Isaac se faufila sous une poutre et s’apprêtait à sortir de la tranchée quand je lui adressai mes dernières paroles, les mêmes que bien des fois auparavant : « Rampe bien jusqu'à la forêt. Ne te relève pas avant. Ne l’oublie surtout pas ! Rampe à plat ventre, te couvrant de boue et ne te relève pas... » Un obus éclata non loin de nous. Je le vis alors partir sans se retourner.
Deux jours plus tard, notre bataillon reçut une missive du général, nous avertissant que la désertion serait punie de mort.

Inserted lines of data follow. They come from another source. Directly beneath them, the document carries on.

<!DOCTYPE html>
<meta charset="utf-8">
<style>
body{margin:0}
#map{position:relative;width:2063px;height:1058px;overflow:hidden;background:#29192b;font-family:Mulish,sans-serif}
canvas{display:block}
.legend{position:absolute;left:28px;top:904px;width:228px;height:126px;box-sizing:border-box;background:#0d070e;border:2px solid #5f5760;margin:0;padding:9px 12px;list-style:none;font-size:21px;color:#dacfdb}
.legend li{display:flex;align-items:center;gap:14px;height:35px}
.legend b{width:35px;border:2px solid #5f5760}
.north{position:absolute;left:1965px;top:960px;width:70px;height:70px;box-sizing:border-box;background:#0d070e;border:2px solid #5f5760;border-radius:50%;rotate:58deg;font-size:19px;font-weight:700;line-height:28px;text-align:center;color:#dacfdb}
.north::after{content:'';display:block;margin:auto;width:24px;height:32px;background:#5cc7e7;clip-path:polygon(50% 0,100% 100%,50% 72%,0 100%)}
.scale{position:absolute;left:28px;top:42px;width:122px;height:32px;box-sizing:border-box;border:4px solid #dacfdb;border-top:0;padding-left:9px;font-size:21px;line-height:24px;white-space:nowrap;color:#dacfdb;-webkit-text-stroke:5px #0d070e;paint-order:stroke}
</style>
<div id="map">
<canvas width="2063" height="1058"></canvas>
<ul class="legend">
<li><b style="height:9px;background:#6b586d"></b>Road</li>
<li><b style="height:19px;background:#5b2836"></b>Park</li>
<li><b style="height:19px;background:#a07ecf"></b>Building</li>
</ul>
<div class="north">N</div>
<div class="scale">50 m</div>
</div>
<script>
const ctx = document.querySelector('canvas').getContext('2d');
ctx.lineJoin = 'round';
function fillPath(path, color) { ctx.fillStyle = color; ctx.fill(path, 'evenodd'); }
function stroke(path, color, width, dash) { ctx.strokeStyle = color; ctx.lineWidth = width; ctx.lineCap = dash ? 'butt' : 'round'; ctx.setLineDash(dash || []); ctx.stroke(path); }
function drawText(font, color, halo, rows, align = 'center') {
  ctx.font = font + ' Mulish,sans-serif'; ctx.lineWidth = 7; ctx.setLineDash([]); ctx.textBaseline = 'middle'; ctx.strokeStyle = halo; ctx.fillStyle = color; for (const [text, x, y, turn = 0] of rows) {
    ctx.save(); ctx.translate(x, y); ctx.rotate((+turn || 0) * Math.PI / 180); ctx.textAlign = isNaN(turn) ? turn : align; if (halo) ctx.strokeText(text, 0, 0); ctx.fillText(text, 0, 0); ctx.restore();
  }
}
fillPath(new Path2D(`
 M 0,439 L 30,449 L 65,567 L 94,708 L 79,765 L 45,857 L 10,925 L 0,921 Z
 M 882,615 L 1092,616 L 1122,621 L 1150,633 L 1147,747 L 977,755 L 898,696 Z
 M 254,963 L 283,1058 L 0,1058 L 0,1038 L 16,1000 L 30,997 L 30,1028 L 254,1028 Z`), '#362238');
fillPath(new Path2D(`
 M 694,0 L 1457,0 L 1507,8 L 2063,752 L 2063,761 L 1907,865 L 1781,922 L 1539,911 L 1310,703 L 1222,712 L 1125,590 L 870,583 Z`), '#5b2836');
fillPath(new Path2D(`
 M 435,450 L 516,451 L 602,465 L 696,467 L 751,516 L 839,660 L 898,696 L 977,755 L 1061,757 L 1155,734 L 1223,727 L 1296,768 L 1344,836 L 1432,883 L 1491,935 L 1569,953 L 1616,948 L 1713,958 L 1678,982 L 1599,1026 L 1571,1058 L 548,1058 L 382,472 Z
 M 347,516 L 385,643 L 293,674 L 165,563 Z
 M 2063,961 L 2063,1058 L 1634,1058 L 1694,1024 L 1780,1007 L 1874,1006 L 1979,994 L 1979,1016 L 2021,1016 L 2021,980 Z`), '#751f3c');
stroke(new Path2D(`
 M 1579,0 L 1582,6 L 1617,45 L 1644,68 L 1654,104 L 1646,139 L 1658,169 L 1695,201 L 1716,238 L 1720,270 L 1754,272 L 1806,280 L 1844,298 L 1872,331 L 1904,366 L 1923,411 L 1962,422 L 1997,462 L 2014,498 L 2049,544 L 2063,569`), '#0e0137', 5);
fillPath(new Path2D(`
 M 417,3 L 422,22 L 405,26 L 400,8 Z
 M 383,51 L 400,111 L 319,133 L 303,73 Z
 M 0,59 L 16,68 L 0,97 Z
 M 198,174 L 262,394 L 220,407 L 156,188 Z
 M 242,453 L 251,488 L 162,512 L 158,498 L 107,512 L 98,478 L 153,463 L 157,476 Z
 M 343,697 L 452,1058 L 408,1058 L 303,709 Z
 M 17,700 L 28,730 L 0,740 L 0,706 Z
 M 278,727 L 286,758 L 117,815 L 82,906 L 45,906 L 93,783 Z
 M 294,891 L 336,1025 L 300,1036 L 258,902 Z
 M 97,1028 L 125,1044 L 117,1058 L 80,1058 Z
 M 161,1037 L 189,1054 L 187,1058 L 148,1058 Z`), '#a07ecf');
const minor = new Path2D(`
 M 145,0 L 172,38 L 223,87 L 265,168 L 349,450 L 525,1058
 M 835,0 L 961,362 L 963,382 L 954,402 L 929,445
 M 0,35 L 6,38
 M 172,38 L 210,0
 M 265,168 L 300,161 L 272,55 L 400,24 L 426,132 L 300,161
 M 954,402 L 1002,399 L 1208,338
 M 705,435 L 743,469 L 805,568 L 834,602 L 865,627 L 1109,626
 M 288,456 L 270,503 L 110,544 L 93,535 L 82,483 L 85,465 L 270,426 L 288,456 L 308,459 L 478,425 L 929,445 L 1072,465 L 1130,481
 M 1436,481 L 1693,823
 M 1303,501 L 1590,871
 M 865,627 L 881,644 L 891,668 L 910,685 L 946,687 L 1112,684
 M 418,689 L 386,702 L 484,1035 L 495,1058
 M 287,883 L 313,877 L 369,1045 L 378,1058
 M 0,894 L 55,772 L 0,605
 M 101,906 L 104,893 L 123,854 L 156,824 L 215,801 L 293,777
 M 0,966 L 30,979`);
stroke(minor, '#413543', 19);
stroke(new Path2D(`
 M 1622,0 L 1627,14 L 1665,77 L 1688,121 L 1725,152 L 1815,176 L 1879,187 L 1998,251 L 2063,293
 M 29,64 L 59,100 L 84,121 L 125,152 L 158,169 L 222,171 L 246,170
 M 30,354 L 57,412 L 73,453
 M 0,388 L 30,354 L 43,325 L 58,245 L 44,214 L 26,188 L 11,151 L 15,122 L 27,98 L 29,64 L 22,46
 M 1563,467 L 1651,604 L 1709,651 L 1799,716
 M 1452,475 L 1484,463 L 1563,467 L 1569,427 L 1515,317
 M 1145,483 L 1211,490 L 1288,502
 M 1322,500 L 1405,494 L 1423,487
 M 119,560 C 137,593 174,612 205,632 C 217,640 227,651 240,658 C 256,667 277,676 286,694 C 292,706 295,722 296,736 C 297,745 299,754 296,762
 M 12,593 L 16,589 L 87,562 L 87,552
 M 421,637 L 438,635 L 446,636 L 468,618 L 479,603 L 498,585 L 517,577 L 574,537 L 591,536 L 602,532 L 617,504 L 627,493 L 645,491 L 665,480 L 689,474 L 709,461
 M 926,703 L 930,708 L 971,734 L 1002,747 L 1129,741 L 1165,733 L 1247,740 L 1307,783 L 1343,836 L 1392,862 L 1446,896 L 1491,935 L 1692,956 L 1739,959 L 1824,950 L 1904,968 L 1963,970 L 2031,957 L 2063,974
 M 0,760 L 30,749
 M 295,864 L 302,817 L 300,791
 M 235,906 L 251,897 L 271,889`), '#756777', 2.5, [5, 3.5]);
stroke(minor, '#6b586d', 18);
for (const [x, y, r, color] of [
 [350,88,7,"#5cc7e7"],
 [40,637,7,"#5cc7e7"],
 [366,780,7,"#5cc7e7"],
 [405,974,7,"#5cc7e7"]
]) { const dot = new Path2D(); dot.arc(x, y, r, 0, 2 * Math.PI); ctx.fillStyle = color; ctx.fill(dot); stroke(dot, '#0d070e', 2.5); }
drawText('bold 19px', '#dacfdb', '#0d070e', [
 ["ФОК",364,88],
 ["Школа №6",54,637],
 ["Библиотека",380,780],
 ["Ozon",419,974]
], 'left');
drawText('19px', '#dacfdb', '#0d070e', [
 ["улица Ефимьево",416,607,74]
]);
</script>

Pour nous en dissuader, les noms des soldats morts fusillés après un essai étaient inscrits à la fin de la lettre. Isaac Durand. Son nom jaillit du courrier comme une balle et m’éclata en plein visage. Aucune information sur les circonstances de sa mort n’était mentionnée.
Juste son nom, à côté du substantif « déserteur ». J’étais persuadé qu'il s'était relevé trop tôt et je me sentis tout d’un coup profondément naïf : comment aurait-il suivi mes conseils jusqu’au bout, lui qui n’a jamais obéi aux ordres de personne ? Comment avais-je pu accepter de l’aider à commettre un acte non seulement insensé, irréalisable mais qui allait à l’encontre de mes principes ? Par mon étourderie, j’avais envoyé mon ami vers une mort certaine. Je fus submergé d’un mélange de tristesse et de remords, qui ne m’ont plus jamais quitté.
Ma douce Marie, je ne peux plus vivre avec cela sur la conscience. Pardonne-moi de t’avoir caché cet épisode peu glorieux de ma vie. Pardonne mes crises de mélancolie, cette peine que tu percevais souvent chez moi et que tu as inlassablement consolée sans me poser de questions. Pardonne-moi de t’abandonner. Je t'aime à la folie, tu m’as permis de rester en vie jusqu'à aujourd'hui. Dis à ma mère que je l'aime et n’oublie pas d’être heureuse malgré tout.